If you have encountered Media Mix Modeling (MMM) problems in Marketing before, you might know that these involve a whole set of channel-specific effects (delays, saturation and long-term effects) that are each modeled through at least one different parameter. You might also be aware that this is not exactly a context where abundance of data and/or data variability to train your model is guaranteed. In classical MMMs, previous assumptions on media channel behavior (i.e. on values for the aforementioned parameters) are required in order to assess each channel’s contribution to sales through linear regression. A powerful alternative to this is the Bayesian MMM approach [1], which allows for an all-in-one estimation of both channel behavior and sales lift through prior distributions and data. This means avoiding incorrect and unchangeable assumptions if past channel-specific studies were not performed. Needless to say, it also makes the model much more complex, and inputting all sorts of information that can help finding a good solution becomes crucial.

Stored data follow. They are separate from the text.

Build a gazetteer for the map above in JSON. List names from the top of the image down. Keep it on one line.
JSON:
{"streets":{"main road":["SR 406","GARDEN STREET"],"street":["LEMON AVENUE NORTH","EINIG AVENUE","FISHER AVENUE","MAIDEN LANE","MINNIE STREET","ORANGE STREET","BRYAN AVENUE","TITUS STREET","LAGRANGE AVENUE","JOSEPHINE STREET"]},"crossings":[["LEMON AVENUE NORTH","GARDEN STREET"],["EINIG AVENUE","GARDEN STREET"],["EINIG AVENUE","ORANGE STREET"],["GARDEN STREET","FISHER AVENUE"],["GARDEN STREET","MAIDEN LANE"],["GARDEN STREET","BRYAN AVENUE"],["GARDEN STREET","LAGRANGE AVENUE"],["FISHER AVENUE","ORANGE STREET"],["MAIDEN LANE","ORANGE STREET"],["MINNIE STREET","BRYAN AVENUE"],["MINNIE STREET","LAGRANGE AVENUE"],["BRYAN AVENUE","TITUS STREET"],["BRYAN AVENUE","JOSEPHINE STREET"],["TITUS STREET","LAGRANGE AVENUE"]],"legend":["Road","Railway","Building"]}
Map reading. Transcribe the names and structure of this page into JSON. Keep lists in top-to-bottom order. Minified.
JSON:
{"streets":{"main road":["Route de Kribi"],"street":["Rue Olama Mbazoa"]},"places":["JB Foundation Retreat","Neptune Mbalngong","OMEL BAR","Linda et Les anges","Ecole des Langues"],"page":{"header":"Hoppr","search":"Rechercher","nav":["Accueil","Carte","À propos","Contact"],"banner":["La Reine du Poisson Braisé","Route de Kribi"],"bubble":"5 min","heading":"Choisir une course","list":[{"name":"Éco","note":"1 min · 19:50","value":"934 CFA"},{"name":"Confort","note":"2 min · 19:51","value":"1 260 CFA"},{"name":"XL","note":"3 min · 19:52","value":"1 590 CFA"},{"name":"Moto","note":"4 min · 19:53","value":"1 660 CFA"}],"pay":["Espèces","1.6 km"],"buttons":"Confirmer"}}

Indeed, there’s an inherent danger in letting such a complex model rely purely on limited data to learn: to the contrary of the majority of regression problem applications, a MMM model should perform as a descriptive rather than a predictive tool. Thus, a good fit to training data and generalization to unseen data are interesting but not enough: it must also provide correct insights on the actual historical sales lift, return over investment (ROI) and saturation for each channel, in order to guarantee a reliable output for planning Marketing strategies. In other words, the danger lies in the existence of several parameter combinations that correctly fit the data, given that not all of them make real sense — one could argue that this is just another manifestation of the Curse of Dimensionality.

But what does it mean for a solution to make “real sense”? A viable answer is that even though the model should be free to learn new patterns from data, its output should not completely diverge from previous business knowledge that might be available. Indeed, being able to include this information as prior knowledge (so that we can help the model in finding a sensible parameter combination) is just one of the versatile and powerful aspects of the Bayesian solution.>

In this article, we will take a look into how qualitative and quantitative business knowledge can be translated into tailored prior distributions that will make a well-performant MMM possible even when information through structured historical data is scarce.

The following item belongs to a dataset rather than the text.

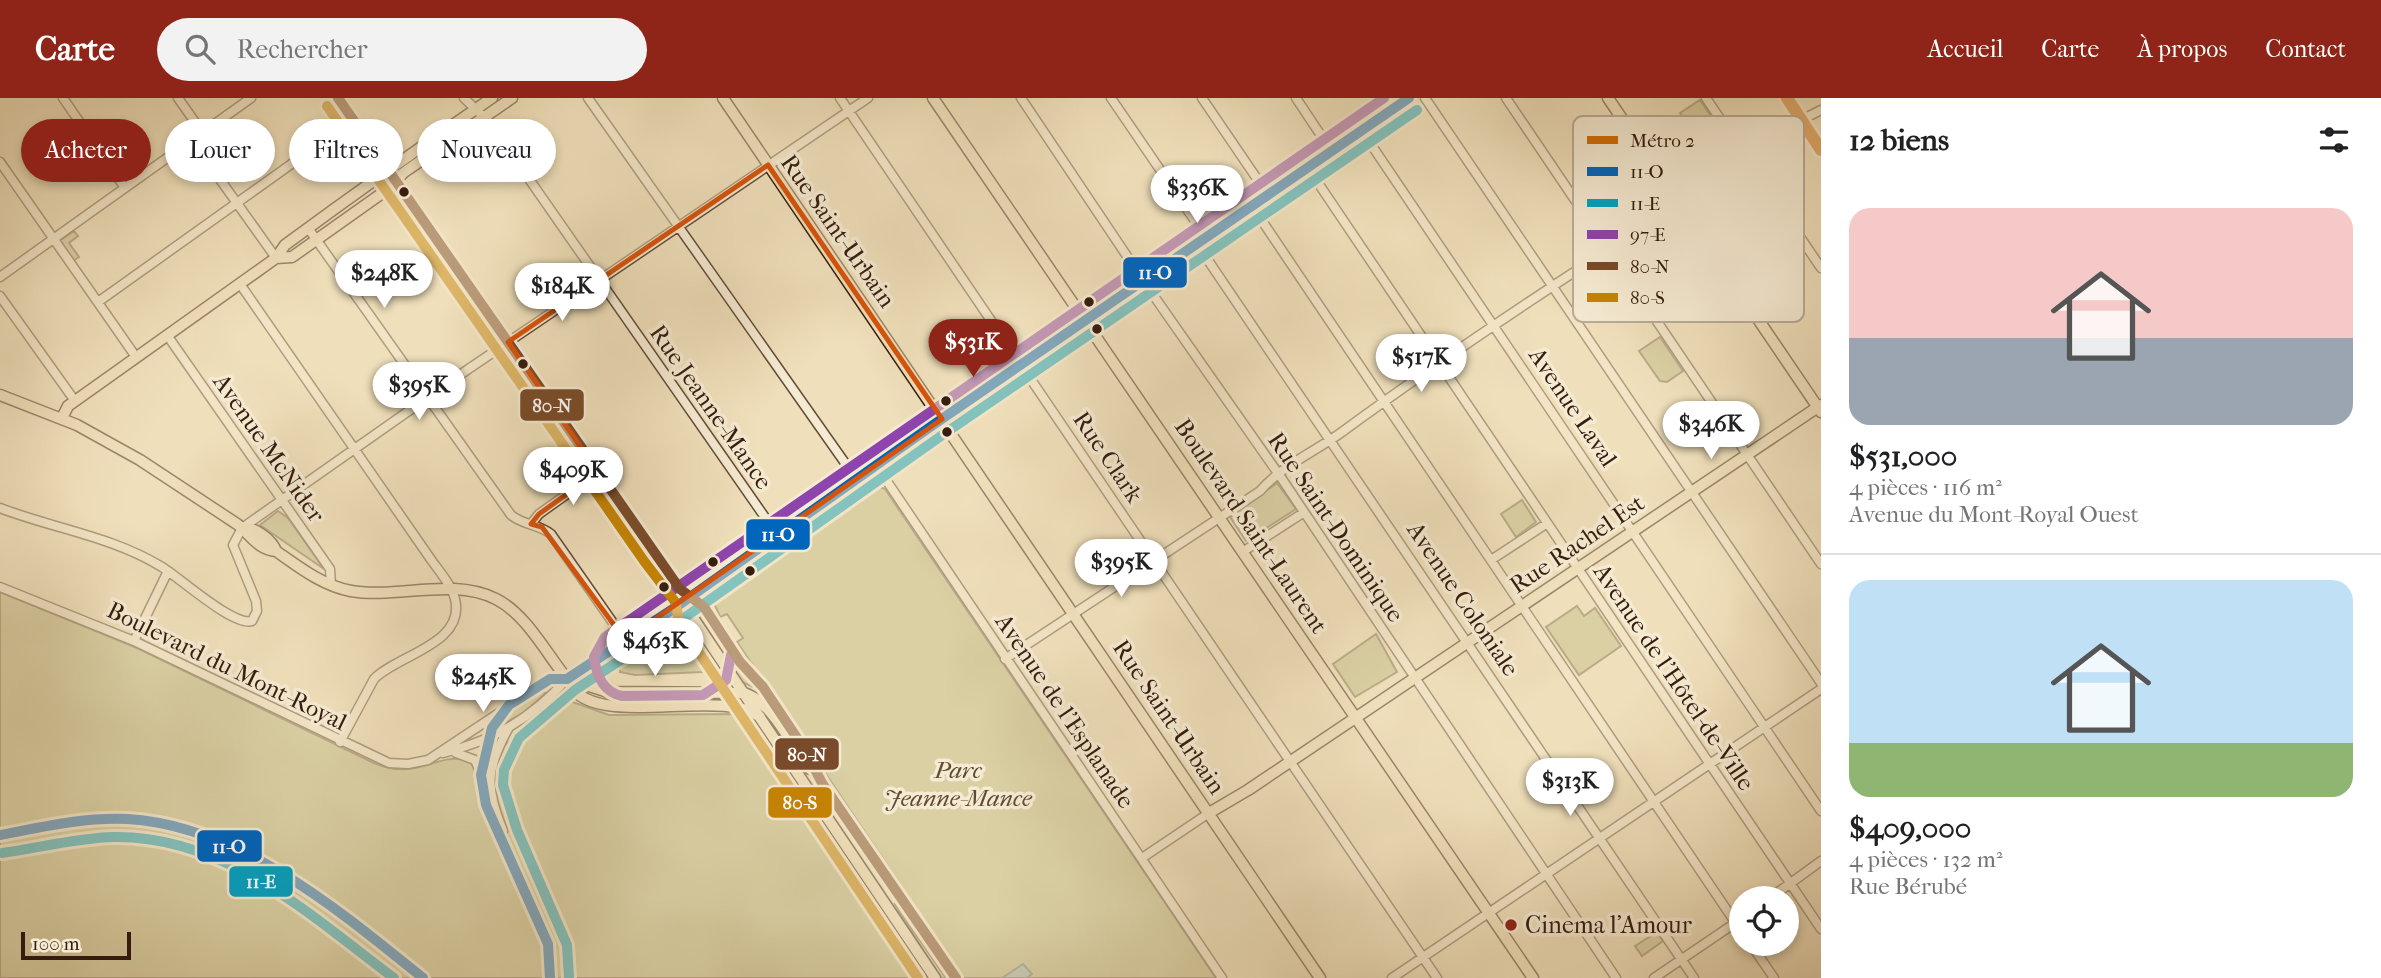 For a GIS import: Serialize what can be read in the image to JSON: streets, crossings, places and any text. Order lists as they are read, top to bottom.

An overview of the Media Mix Modeling

Before exploring how we can harvest probability distributions to optimize our model’s performance, let’s start with some key definitions for the Media Mix Modeling itself. At its essence, the MMM is based on a linear regression, where the dependent variable is the target sales and the independent variables (features) are the investment on different Marketing actions, as well as external control variables that also have an impact on sales (pricing, competition, seasonality etc.).

There is, nevertheless, a crucial difference between this formulation and that of a conventional linear regression model: Marketing investment features should also go through a set of nonlinear transformations, whose primary goal is to represent expected behaviors from media channels that cannot be modeled via linear mappings. These transformations each bear a subset of parameters that control the overall intensity and nature of these behaviors. There are two main nonlinear mappings, saturation and time-delay, which will be shortly covered in what follows.

Nonlinear transformations checklist

Saturation

Saturation is a very well-known effect on Marketing channels, translating into a nonlinear relation between investment and its engendered revenue. This can be understood as the effect of ads being brought to increasingly less relevant users, or alternatively due to the relatively smaller increase on reach (new exposed users) with every additional invested dollar. The saturation effect can be modeled via the Hill equation depicted below. As the exact expression is not quite of interest here, the reader is invited to focus on figure 1a and 1b instead, which show what happens to the Hill function when the values of its two parameters are swept.

Equation 1. The Hill equation

Figure 1a. Sweeping the K parameter (half-saturation) of the Hill function. The curve’s overall shape is roughly kept whilst the point of half saturation (where Hill(x)=0.5) is shifted. In other words, the bigger K is, the harder it is to saturate the associated media channel.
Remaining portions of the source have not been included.